Parents are the worst part of youth sports for the same reason Tebow supporters are the worst part of doing business with Tebow. They believe that with volume + number of fans = logic, and GMs who would buy into that kind of math are doomed.
1070 The Fan’s Dan Dakich has spent a lot of time talking about a caller he dealt with this week by saying, “You can’t argue with stupid.” He’s right, but it’s broader than that. You can’t argue with passion – whether it’s for a team, religion, nationality, or other polarizing belief.
People who share beliefs are smart, and people who believe the opposite are morons.
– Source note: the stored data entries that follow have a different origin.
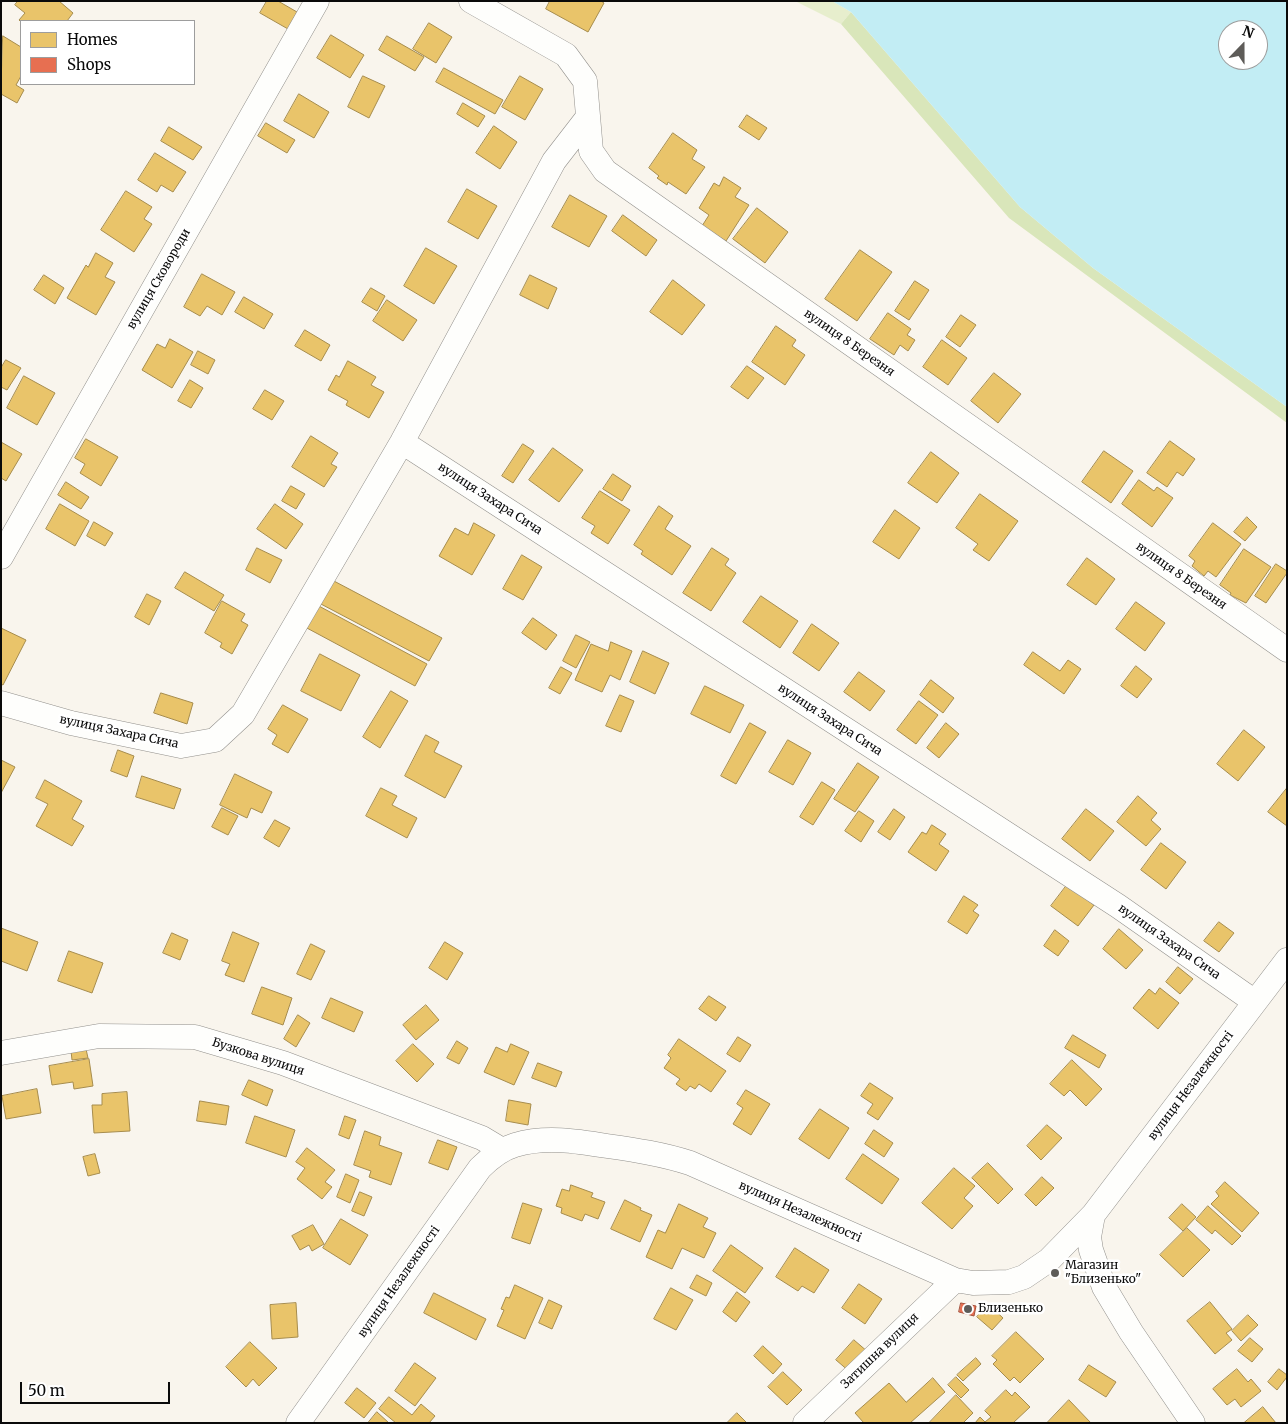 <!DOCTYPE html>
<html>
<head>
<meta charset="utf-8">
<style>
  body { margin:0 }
  #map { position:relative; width:1288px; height:1424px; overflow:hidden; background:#f9f5ed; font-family:Merriweather,serif }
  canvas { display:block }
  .frame { position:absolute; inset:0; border:2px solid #0a0a0a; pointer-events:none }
  .legend { position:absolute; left:20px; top:20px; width:175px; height:65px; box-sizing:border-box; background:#fff; border:1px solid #9d9d9d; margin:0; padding:6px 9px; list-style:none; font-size:15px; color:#0a0a0a }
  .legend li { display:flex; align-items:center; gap:10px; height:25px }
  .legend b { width:25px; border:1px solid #9d9d9d }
  .north { position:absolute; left:1218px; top:20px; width:50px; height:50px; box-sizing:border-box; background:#fff; border:1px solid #9d9d9d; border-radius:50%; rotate:22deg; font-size:14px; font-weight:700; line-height:20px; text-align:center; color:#0a0a0a }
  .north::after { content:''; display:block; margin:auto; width:18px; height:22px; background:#5e5c59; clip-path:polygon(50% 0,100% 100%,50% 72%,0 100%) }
  .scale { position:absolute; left:20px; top:1382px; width:150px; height:22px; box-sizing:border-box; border:2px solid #0a0a0a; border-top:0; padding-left:6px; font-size:15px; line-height:18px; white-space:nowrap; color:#0a0a0a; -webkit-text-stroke:4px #fff; paint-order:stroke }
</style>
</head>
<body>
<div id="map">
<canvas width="1288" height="1424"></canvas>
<div class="frame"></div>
<ul class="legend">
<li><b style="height:14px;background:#e9c46a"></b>Homes</li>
<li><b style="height:14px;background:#e76f51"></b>Shops</li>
</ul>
<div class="north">N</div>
<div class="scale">50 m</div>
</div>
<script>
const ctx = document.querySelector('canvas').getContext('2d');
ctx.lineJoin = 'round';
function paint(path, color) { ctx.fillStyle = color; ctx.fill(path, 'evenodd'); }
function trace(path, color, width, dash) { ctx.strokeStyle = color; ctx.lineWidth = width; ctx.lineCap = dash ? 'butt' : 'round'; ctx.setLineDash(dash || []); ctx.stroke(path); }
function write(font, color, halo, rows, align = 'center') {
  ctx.font = font + ' Merriweather,serif'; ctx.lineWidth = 5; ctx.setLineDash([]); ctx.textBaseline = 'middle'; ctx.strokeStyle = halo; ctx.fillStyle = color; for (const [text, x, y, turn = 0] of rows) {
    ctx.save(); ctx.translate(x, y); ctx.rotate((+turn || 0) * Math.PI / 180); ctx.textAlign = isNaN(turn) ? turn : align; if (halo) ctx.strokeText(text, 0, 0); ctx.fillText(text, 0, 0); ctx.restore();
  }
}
paint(new Path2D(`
  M795 1H832L851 12 841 24Z`), '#e7eecd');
paint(new Path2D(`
  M851 12 1020 207 1093 268 1287 407V423L1009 218 841 24Z`), '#d9e6ba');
paint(new Path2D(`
  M832 1H1287V407L1093 268 1020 207 851 12ZM1228 30H1258V60H1228Z`), '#c2edf4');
const homes = new Path2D(`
  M18 1H59L73 13 67 21 21 22 19 20 25 13 15 5Z
  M267 1H278L297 12 288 29 260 13Z
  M550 1H601L604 3 588 32 546 9Z
  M429 23 452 37 436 63 413 49Z
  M331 35 364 55 350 78 317 58Z
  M3 36 21 47V76L16 85 24 90 17 103 1 94Z
  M387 36 424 57 415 71 379 50Z
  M444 68 503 100 495 114 436 82Z
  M363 76 385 86 369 118 348 107Z
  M520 76 543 89 525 120 502 107Z
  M299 94 329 112 314 138 284 121Z
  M463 103 485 116 478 127 457 114Z
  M747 115 767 128 759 140 739 127Z
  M266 123 295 140 287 153 258 136Z
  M494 126 517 142 500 169 476 153Z
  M169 127 202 147 193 160 161 141Z
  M673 133 697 150 692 159 705 167 686 194 668 182 667 185 657 178 659 176 649 168Z
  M155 153 186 172 173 192 161 185 157 192 138 180Z
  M724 177 741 188 735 197 749 205 726 241 702 226 709 215 699 208 714 183 719 186Z
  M467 189 497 206 478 239 448 222Z
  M126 191 152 207 144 219 152 224 134 252 101 230Z
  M570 195 607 216 589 247 552 227Z
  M757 208 788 232 765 263 733 239Z
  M623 215 657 240 646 256 612 231Z
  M426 248 457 266 434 304 404 286Z
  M860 250 892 272 857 321 825 299Z
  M96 253 113 263 105 277 115 282 96 315 67 298 86 265 88 267Z
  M202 274 235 292 222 315 207 306 200 316 184 307Z
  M44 275 64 288 55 304 34 290Z
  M530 275 557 288 548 309 520 295Z
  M673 280 705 305 682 335 650 312Z
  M915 281 929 290 909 320 895 311Z
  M371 288 385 296 377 311 362 302Z
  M244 297 273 314 264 329 235 312Z
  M387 300 417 320 403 341 373 321Z
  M888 313 911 329 907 335 915 340 908 351 900 345 894 355 870 339Z
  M961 315 976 325 960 347 946 337Z
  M776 326 796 340 792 346 805 355 785 385 752 362Z
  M305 330 330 345 321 361 295 346Z
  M170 339 193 352 172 388 142 370 157 344 165 348Z
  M942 340 967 358 948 385 923 367Z
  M198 351 215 360 208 374 191 365Z
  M6 360 21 368 7 390 1 387V368Z
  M348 361 376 377 371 385 384 392 369 418 346 405 348 401 328 390 336 375 339 377Z
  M747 366 764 378 748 399 731 387Z
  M994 373 1021 394 998 423 971 401Z
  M24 376 55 393 37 425 7 408Z
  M190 380 203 388 191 408 178 401Z
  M265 390 284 401 272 420 253 409Z
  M311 436 338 453 331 464 337 467 324 487 292 467Z
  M86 439 118 457 101 486 80 473 85 464 75 458Z
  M1170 441 1195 459 1183 476 1177 472 1167 487 1147 473Z
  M1 442 22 454 6 481 1 478Z
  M523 444 534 451 513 483 502 476Z
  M553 448 583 470 559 502 529 480Z
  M1104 451 1133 471 1111 503 1082 482Z
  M931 452 959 473 937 503 908 483Z
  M613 474 631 486 622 501 603 489Z
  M1139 480 1154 491 1157 487 1173 498 1152 527 1122 504Z
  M66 482 89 497 81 509 58 495Z
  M291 486 305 494 296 509 282 501Z
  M600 491 630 510 608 544 591 533 595 526 582 518Z
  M980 494 1018 521 989 561 973 550 978 544 956 528Z
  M60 504 89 521 75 546 46 529Z
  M275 504 303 524 286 549 257 529Z
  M659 506 673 516 665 529 691 546 672 575 641 554 643 551 634 545Z
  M895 510 920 528 899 559 873 542Z
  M1247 517 1257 527 1245 541 1234 532Z
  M94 522 113 533 105 546 87 536Z
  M474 523 495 535 472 575 439 556 455 528 468 535Z
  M1213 523 1241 544 1216 577 1208 571 1204 576 1192 566 1195 561 1189 556Z
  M257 548 282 560 270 583 246 570Z
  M712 548 729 559 725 565 736 573 711 611 683 593Z
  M1244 549 1271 567 1246 603 1230 595 1231 593 1220 585Z
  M522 555 542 567 523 600 503 589Z
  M1087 558 1115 579 1096 605 1067 585Z
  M1276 564 1287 571V573L1266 603 1255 596Z
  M185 572 224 595 214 611 175 588Z
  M332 580 442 638 429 661 319 603Z
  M147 594 161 601 149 625 135 617Z
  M761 596 798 621 780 648 743 622Z
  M222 601 245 614 241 621 248 625 232 654 220 647 222 643 205 633Z
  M1136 602 1165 623 1145 651 1116 629Z
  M317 605 427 664 415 686 305 627Z
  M533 618 557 635 546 650 522 633Z
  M812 624 839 643 819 671 793 653Z
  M1 628 26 640 3 685 1 684Z
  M576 635 590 642 576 668 563 661Z
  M611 642 632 651 620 680 610 675 602 692 575 680 591 644 608 651Z
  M643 651 669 663 655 694 630 682Z
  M1033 652 1060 671 1068 660 1081 669 1064 694 1024 665Z
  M320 654 360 675 341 711 301 691Z
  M1136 666 1152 679 1137 698 1121 686Z
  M561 667 572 673 560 694 549 688Z
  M859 672 885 691 870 711 844 692Z
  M931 680 954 698 943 713 920 695Z
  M705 686 744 705 730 733 691 714Z
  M391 691 408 701 380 748 363 737Z
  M161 693 193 703 187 724 154 713Z
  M620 695 634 701 621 732 606 726Z
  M919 701 938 715 916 744 897 730Z
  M283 705 308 719 288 753 272 744 277 735 268 729Z
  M750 723 766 732 736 784 721 776Z
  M946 723 959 734 939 758 927 748Z
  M1244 730 1265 747 1238 781 1217 764Z
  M426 735 439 742 434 752 462 766 445 798 405 776Z
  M788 740 811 753 793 785 769 772Z
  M118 750 134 756 127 777 111 771Z
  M1 760 15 767 1 793Z
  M858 763 879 777 855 812 834 799Z
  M235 774 272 792 262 813 251 808 247 818 220 805Z
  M142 776 181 789 174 809 136 797Z
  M45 780 82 801 72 819 84 826 72 846 36 826 48 804 36 798Z
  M822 782 835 790 813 825 800 817Z
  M381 788 397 796 392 805 417 818 407 838 366 816Z
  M1287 788V826L1268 812Z
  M1138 796 1157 813 1151 820 1161 829 1146 846 1117 822Z
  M222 808 238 816 228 835 212 827Z
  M894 809 905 817 890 840 878 832Z
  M1086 809 1114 831 1090 861 1062 839Z
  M859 811 874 821 861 842 845 831Z
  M275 820 290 828 279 847 264 838Z
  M932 825 946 834 939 844 949 851 936 871 908 852 922 832 926 834Z
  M1161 843 1186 862 1166 889 1141 870Z
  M1067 885 1094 905 1078 926 1051 906Z
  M964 896 978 905 973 911 979 915 967 934 948 922Z
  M1219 922 1234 933 1219 952 1204 941Z
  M1 928 38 942 27 971 1 961Z
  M1119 929 1143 950 1126 969 1103 949Z
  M1055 930 1069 941 1058 956 1044 946Z
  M233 932 259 943 244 982 225 975 230 964 222 961Z
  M172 933 188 940 180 960 163 953Z
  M445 942 463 953 447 980 429 968Z
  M311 944 325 951 311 980 297 974Z
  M69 951 103 963 92 993 58 981Z
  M1178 967 1193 979 1180 994 1166 982Z
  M262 987 292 998 283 1025 252 1014Z
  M1160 988 1179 1003 1158 1029 1133 1008 1149 989 1155 994Z
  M709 996 726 1007 716 1021 699 1009Z
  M331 998 363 1012 354 1032 322 1018Z
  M426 1005 439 1020 416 1040 403 1025Z
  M298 1015 310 1023 296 1047 284 1039Z
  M1073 1035 1106 1055 1099 1068 1065 1048Z
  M738 1037 751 1045 740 1062 727 1054Z
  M679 1039 726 1071 711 1092 699 1084 695 1089 690 1086 686 1091 676 1084 680 1079 664 1068 671 1058 668 1055Z
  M457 1041 468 1048 459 1064 447 1058Z
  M413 1044 434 1064 417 1082 396 1061Z
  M511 1044 529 1052 514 1085 484 1072 496 1047 507 1052Z
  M86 1049 88 1058 72 1060 71 1051Z
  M89 1059 93 1086 74 1089 73 1082 52 1085 49 1066Z
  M1072 1060 1102 1089 1086 1106 1070 1090 1064 1096 1050 1084Z
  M538 1063 562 1072 556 1087 532 1078Z
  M249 1080 273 1090 267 1106 242 1095Z
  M870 1083 893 1098 878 1120 867 1113 873 1104 861 1096Z
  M37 1089 41 1113 6 1119 2 1096Z
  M746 1090 770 1104 751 1135 733 1124 743 1108 737 1104Z
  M127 1092 130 1131 94 1133 92 1105H102V1094Z
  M509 1100 531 1104 528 1125 506 1121Z
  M200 1101 229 1106 226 1125 197 1121Z
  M820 1109 849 1128 829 1159 799 1139Z
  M255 1116 295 1130 286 1157 246 1143Z
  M345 1116 356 1120 349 1139 339 1135Z
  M1047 1125 1062 1138 1041 1160 1027 1146Z
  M874 1130 893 1143 884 1157 865 1144Z
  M365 1131 381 1137 379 1145 402 1153 391 1185 369 1177 371 1171 354 1165Z
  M438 1140 457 1147 448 1170 429 1163Z
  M307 1148 335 1170 325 1182 332 1187 322 1199 297 1179 305 1168 296 1162Z
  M95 1154 100 1173 88 1176 83 1157Z
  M863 1154 899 1179 882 1204 846 1179Z
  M988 1163 1013 1189 998 1204 972 1178Z
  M954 1168 975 1186 964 1198 973 1206 952 1229 922 1203Z
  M346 1174 359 1180 350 1203 337 1197Z
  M1042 1177 1054 1188 1036 1206 1025 1195Z
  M1225 1182 1259 1213 1242 1232 1211 1204 1219 1196 1216 1192Z
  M571 1185 593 1193 591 1197 605 1202 598 1219 585 1214 582 1221 561 1213 562 1208 556 1206 562 1189 569 1191Z
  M360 1192 372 1197 364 1216 352 1211Z
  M625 1200 641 1208 640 1210 652 1215 640 1242 611 1229Z
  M523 1203 542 1209 530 1244 512 1238Z
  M679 1204 708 1218 703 1227 716 1233 704 1258 682 1248 672 1269 646 1257 658 1230 665 1233Z
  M1182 1204 1196 1217 1183 1231 1169 1218Z
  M1208 1206 1241 1236 1232 1245 1215 1230 1212 1234 1196 1220Z
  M341 1219 368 1235 350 1265 323 1248Z
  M313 1225 324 1244 312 1251 309 1245 300 1250 292 1236Z
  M1187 1228 1210 1250 1183 1277 1160 1255Z
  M731 1245 763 1268 745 1293 713 1271Z
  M795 1248 829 1270 814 1293 802 1286 798 1291 776 1277Z
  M697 1275 712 1283 706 1296 690 1288Z
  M859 1284 882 1299 865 1324 842 1308Z
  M515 1285 543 1298 525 1339 497 1326 504 1310 501 1309 506 1297 509 1298Z
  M671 1288 693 1300 676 1330 654 1319Z
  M737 1292 750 1302 736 1322 723 1312Z
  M434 1293 486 1319 476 1340 424 1313Z
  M549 1300 562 1306 552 1329 539 1323Z
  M1210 1302 1232 1329 1226 1333 1232 1340 1215 1354 1187 1321Z
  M296 1303 298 1337 272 1339 270 1305Z
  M988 1304 1003 1318 992 1330 977 1317Z
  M1248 1315 1258 1325 1241 1341 1232 1331Z
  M1016 1332 1044 1359 1020 1383 1014 1377 1010 1381 993 1364 997 1360 992 1356Z
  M1250 1338 1263 1349 1252 1362 1238 1351Z
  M854 1340 868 1352 850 1372 836 1360Z
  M250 1342 277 1368 259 1386 253 1379 246 1387 226 1367Z
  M763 1346 782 1364 773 1374 754 1356Z
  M976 1358 981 1364 963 1381 957 1375Z
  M415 1363 436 1378 415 1406 395 1391Z
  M1089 1365 1116 1382 1106 1397 1079 1380Z
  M1237 1369 1248 1382 1251 1379 1261 1391 1241 1407 1235 1399 1227 1405 1213 1389Z
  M1279 1369 1287 1375V1377L1277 1390 1268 1382Z
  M783 1372 802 1390 787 1405 768 1387Z
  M956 1377 969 1390 961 1398 948 1385Z
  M933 1378 945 1392 910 1423H864L855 1413 889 1383 906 1402Z
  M357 1388 376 1403 364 1418 345 1403Z
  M1006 1390 1012 1396 1015 1392 1030 1407 1013 1423H975L980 1417 985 1422 991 1417 985 1411Z
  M956 1395 973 1413 963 1423H929Z
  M389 1397 412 1415 421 1404 435 1416 429 1423H396L379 1409Z
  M1069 1400 1091 1423H1047Z
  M1263 1407 1276 1423H1244Z
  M377 1412 389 1423H368Z
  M737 1413 747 1423H727Z`);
paint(homes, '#e9c46a');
trace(homes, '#a68c4d', 1);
const shops = new Path2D(`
  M961 1303 976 1306 974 1316 959 1312Z`);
paint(shops, '#e76f51');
trace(shops, '#a5513c', 1);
const minor = new Path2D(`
  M471 1 566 55 585 81 591 151 605 171 1287 650
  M402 442 1118 906 1255 1002
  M1 557 317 1
  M1 703 71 723 181 746 215 740 243 714 402 442 554 161 588 117
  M1 1053 99 1036 195 1037 283 1063 482 1138 502 1150
  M1093 1215 1089 1237 1091 1250 1104 1287 1131 1332 1193 1423
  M298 1423 480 1168C490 1158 501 1149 515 1145 545 1136 576 1141 607 1146 635 1150 662 1154 690 1163L955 1280 973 1283 1009 1282 1024 1277 1049 1260 1093 1215 1287 960
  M805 1423 955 1280`);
trace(minor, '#92908c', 25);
trace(minor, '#fefefc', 24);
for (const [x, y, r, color] of [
  [1055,1273,5,"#5e5c59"],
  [968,1309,5,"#5e5c59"]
]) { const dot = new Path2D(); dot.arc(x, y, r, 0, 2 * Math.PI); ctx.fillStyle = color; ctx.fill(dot); trace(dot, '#fff', 2); }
write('12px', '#0a0a0a', '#fff', [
  ["вулиця Сковороди",159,279,-60],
  ["вулиця 8 Березня",849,343,35],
  ["вулиця Захара Сича",490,499,33],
  ["вулиця 8 Березня",1181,576,35],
  ["вулиця Захара Сича",830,720,33],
  ["вулиця Захара Сича",119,732,12],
  ["вулиця Захара Сича",1169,942,35],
  ["Бузкова вулиця",258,1057,18],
  ["вулиця Незалежності",1191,1086,-53],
  ["вулиця Незалежності",800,1212,24],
  ["вулиця Незалежності",399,1282,-55],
  ["Затишна вулиця",880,1351,-44]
]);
write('12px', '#0a0a0a', '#fff', [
  ["Магазин",1065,1266],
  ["\"Близенько\"",1065,1280],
  ["Близенько",978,1309]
], 'left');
</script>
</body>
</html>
Most of the world’s wars have started as a result of sparring beliefs, and Tebow’s presence on a team invites the passionate support that makes not playing a guy miserable.
A group in Jacksonville sealed Tebow’s fate as a guy who will never play for the Jaguars by starting a petition on www.whitehouse.org. Football players whose fans start petitions to get them a job are never good candidates.
The kind of people who believe a petition will change the mind of a guy trusted to run an NFL franchise likely worth more than $1-billion (20 are currently at or above that level) are never going to be deterred on their quest, and sadly for Tebow, that makes a career as a quarterback impossible.
The fans of Tebow are to Tebow what Sarah Palin is to the Republican Party. The guilt by association is too powerful to overcome.